There is no absolute way to prevent the very small chance of cervical cancer recurrence after hysterectomy. But these steps can help lower risk:

  • Quit smoking
  • Get the HPV vaccine if eligible
  • Practice safe sex to avoid contracting HPV
  • Maintain a healthy immune system
  • Have regular gynecologic exams that include vaginal cytology tests

Report any abnormal symptoms or findings that develop after hysterectomy to your doctor promptly. Routine screening with your gynecologist is also recommended even after hysterectomy.


The chances of developing cervical cancer after having a hysterectomy are extremely small. Well under 1% of women who have had a hysterectomy are later diagnosed with cervical cancer.

In the very unlikely case where cervical cancer does recur after hysterectomy, the prognosis depends most on how early it is detected:

  • Early stage detection – 5 year survival over 90%
  • Late stage detection – 5 year survival 15-35%

The overall odds of surviving later stage cervical cancer have improved in recent years thanks to advances in surgery, radiation, chemotherapy, and immunotherapy.

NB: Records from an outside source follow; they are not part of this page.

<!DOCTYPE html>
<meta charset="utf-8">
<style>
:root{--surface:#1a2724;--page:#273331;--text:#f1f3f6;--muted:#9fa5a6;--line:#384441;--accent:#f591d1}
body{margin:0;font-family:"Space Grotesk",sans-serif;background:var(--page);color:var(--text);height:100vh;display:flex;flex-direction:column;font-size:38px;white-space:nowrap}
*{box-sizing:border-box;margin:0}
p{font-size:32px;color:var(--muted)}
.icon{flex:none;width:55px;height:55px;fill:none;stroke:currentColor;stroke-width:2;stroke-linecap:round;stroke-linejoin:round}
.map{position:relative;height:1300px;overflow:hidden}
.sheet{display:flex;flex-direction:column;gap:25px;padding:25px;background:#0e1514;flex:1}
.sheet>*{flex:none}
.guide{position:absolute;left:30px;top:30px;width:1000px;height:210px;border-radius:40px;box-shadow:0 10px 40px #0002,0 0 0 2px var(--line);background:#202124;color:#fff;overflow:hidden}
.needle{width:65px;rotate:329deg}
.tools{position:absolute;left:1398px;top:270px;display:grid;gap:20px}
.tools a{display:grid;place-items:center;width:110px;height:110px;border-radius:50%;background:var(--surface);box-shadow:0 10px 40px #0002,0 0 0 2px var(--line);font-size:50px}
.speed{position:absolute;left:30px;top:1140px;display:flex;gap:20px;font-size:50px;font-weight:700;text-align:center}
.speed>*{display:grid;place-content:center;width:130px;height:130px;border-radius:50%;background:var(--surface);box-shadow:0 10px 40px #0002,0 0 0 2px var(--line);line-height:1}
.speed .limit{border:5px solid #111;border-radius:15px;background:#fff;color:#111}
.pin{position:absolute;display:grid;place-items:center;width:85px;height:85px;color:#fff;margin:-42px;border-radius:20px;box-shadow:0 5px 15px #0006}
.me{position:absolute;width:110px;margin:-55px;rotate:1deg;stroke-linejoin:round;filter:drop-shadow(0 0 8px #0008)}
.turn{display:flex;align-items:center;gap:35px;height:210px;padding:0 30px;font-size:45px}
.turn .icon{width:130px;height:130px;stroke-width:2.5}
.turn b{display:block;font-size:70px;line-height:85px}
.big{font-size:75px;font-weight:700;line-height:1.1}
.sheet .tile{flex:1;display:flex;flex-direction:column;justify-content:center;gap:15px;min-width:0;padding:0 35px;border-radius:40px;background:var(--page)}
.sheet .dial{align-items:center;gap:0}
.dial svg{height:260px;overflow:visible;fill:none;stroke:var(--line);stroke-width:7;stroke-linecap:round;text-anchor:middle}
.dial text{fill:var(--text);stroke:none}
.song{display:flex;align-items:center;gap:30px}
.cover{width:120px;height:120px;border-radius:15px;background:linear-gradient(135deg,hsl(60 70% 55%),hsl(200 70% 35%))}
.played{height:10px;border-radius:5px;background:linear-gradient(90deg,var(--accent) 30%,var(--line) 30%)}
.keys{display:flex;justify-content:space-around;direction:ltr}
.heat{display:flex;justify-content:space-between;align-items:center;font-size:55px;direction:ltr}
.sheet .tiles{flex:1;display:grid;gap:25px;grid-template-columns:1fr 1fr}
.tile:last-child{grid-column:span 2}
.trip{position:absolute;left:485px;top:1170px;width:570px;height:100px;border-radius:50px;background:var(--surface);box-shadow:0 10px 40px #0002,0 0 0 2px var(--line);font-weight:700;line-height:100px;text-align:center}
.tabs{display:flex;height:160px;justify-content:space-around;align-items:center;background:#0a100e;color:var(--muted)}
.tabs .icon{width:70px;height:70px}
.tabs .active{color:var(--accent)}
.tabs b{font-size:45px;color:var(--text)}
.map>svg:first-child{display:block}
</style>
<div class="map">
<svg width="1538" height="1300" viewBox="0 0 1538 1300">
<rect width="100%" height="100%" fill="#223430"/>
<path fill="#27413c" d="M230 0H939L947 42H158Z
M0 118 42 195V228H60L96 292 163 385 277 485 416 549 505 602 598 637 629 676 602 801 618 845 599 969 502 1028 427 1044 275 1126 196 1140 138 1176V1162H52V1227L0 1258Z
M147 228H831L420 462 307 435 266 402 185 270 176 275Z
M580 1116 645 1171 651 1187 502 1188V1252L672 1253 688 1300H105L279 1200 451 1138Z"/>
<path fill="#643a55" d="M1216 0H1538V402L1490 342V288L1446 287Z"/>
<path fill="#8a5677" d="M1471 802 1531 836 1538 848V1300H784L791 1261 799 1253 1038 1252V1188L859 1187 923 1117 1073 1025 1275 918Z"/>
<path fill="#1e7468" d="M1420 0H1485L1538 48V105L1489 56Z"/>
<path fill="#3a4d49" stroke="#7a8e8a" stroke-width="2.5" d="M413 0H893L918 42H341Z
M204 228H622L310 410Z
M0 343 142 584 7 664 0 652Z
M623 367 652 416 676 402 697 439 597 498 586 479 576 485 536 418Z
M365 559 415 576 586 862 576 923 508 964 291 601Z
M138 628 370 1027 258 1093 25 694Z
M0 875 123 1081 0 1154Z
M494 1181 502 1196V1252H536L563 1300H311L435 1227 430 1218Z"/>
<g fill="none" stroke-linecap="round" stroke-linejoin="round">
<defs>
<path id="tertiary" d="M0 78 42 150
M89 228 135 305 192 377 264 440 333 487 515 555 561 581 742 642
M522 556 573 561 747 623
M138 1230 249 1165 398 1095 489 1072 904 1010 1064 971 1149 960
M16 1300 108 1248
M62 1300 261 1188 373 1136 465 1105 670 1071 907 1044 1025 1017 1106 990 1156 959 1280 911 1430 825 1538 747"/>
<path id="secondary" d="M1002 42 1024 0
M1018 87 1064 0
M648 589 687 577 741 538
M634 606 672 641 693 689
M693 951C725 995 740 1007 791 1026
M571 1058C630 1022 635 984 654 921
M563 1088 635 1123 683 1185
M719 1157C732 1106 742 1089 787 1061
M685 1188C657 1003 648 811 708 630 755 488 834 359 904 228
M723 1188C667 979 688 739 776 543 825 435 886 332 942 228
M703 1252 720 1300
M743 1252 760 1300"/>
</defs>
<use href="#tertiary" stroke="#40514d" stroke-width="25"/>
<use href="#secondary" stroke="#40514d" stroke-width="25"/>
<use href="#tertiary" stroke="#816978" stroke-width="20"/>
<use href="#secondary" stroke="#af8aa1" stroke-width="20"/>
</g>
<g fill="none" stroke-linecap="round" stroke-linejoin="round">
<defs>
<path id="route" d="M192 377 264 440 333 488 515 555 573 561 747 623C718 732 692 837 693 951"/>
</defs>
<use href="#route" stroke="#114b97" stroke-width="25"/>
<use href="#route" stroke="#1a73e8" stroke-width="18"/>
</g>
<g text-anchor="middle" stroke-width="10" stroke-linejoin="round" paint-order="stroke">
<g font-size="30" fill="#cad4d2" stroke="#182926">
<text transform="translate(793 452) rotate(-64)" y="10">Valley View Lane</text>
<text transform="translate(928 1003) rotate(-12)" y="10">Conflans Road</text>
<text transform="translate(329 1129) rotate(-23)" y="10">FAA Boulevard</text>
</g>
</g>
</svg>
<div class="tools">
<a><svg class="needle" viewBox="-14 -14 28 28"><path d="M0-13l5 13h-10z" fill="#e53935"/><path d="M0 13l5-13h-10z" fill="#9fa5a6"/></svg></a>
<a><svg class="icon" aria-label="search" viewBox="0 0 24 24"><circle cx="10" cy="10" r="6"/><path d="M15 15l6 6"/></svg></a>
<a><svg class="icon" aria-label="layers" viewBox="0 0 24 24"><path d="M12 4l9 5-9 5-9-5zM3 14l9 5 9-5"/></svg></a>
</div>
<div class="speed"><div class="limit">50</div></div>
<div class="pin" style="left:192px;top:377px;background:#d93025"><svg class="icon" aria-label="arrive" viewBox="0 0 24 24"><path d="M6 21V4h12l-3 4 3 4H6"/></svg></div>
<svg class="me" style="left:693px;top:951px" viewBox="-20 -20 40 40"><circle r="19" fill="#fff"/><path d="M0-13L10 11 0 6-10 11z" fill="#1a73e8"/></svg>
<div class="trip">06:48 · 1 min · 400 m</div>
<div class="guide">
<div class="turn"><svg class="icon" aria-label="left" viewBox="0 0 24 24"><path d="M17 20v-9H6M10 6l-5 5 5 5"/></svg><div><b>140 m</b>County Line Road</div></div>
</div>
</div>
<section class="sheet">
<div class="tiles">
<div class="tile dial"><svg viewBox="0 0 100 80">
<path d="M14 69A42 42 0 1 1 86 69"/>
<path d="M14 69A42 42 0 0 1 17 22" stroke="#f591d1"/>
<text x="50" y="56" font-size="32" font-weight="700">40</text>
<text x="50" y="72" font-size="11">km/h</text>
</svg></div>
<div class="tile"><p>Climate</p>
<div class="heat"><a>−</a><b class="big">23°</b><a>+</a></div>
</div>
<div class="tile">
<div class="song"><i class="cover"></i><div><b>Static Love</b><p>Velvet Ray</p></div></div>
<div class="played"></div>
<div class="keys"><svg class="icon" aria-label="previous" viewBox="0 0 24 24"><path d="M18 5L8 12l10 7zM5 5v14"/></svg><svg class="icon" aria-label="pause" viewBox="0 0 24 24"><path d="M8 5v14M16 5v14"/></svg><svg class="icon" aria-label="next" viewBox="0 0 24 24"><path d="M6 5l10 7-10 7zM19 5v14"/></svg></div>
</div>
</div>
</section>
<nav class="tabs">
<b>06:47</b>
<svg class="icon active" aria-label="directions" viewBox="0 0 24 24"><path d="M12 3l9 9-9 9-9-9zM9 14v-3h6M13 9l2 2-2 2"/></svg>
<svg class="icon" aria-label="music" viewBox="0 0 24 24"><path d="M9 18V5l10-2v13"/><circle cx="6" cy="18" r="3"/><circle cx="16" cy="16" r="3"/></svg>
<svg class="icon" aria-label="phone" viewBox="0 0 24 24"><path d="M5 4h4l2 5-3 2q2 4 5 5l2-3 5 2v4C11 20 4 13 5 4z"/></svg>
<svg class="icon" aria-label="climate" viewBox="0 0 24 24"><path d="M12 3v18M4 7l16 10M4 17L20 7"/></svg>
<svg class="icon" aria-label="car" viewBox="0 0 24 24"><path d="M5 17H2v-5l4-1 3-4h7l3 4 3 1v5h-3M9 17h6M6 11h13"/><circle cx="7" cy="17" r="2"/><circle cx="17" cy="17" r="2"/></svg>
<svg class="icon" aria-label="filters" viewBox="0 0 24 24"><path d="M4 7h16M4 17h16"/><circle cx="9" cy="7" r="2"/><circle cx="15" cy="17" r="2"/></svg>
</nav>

In summary, having a hysterectomy that removes the cervix provides excellent protection against cervical cancer in the vast majority of women. But extremely rare cases can sometimes still arise. Staying vigilant about symptoms and maintaining follow-up exams with your gynecologist are always wise precautions.


While hysterectomy drastically reduces the risk of cervical cancer, extremely uncommon cases can still sometimes occur. This is usually due to residual cervical tissue being left behind during surgery or precancerous changes already underway prior to the procedure. Symptoms like vaginal bleeding or pelvic pain after hysterectomy should never be ignored. Prompt evaluation and treatment provide the best odds of cure if cervical cancer is detected after hysterectomy. But the overall likelihood of developing cervical cancer again after removing the cervix remains extremely low in most women.